Question

A ball is projected from the ground at an angle of 45° with the horizontal surface. It reaches a maximum
height of 120m and returns to the ground. Upon hitting the ground for the first time, it loses half of its
kinetic energy. Immediately after the bounce, the velocity of the ball makes an angle of 30° with the
horizontal surface.

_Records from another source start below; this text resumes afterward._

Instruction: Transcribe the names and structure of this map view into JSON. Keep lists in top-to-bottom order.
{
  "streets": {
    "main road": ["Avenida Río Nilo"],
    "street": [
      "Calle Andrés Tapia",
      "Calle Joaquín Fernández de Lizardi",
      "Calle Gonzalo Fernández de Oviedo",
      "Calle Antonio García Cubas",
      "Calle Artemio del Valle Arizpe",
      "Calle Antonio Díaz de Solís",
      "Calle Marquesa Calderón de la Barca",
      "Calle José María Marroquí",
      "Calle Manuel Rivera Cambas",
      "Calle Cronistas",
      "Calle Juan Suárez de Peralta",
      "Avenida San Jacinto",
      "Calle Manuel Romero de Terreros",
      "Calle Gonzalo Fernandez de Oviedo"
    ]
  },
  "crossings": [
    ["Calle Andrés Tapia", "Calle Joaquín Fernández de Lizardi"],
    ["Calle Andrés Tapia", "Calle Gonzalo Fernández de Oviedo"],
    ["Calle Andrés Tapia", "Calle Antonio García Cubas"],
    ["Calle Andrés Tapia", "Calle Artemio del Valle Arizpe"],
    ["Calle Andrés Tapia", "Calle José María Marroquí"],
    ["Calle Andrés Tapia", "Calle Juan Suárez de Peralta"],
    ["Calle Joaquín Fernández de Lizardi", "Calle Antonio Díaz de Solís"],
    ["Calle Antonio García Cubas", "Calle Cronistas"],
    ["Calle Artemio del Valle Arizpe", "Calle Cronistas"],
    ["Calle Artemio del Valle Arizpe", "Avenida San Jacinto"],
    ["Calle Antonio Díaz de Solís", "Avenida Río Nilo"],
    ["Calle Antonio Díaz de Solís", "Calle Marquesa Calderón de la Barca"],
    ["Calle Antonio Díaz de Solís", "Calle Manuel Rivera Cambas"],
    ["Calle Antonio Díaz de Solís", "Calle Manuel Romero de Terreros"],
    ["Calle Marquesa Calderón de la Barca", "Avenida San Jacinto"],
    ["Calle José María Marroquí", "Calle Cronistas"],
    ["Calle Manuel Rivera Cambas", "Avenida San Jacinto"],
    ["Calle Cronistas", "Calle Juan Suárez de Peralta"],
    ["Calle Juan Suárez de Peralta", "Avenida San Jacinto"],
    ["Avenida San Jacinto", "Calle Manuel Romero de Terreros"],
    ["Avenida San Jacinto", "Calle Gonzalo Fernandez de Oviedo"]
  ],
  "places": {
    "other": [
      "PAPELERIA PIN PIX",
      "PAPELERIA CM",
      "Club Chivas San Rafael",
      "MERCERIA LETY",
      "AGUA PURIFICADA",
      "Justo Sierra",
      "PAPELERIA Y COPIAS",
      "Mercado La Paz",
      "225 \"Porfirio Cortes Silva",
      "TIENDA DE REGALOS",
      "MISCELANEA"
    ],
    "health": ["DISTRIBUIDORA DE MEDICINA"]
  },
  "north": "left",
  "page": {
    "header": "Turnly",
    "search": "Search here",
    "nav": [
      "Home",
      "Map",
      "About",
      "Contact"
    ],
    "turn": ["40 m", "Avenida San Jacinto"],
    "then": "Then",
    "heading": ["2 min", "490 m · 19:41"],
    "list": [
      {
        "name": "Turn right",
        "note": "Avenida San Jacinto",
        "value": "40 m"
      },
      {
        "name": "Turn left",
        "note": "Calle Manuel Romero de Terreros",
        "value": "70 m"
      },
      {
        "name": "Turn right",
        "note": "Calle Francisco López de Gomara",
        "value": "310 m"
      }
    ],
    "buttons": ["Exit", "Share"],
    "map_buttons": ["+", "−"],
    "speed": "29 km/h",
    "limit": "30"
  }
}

The maximum height it reaches after the bounce, in metres, is__?
please anyone?​

Answer 1

Answer:

Maximum height reached = 30 m

Step-by-step explanation:

Given:

• The ball is projected at an angle of 45° with the horizontal surface
• Maximum height reached = 120 m
• Upon hitting the ground for the first time it loses half of it's kinetic energy
• After the bounce, the velocity of the ball makes an angle of 30° with the horizontal surface

To Find:

• The maximum height reached after the bounce

Solution:

Before the bounce:

The maximum height attained by a body undergoing projectile motion is given by,

$\sf H_{max}=\dfrac{u^{2} \:sin^{2}\theta }{2g}$

where u is the initial velocity and g is acceleration due to gravity

Substituting the data we get,

$\sf 120=\dfrac{u^{2}sin^{2} 45 }{2g}$

$\sf 120=\dfrac{u^2}{2g} \times \dfrac{1}{2}$

$\sf \dfrac{u^{2} }{4g} =120$

$\sf \dfrac{u^{2} }{g} =480----(1)$

Now by given K.E after the bounce = Half of the initial kinetic energy.

(K.E)' = 1/2 K.E

(K.E)' = 1/2 (1/2 × m u²)

1/2 m v² = 1/2 (1/2 m u²)

v² = u²/2----(2)

Now the height reached after the bounce is given by,

$\sf H_{new}=\dfrac{v^{2}sin^{2} 30 }{2g}$

Substitute the value of v² from equation 2,

$\sf H_{new}=\dfrac{u^{2}}{2}\times \dfrac{1}{2g}\times \dfrac{1}{4}$

$\sf H_{new}=\dfrac{u^{2}}{g}\times \dfrac{1}{16}$

Substitute equation 1 in above equation,

$\sf H_{new}=480\times \dfrac{1}{16}$

$\sf H_{new}=30\:m$

Hence the maximum height reached by the ball after the bounce is 30 m.

Answer 2

Answer 30. 00

Hope it helps all.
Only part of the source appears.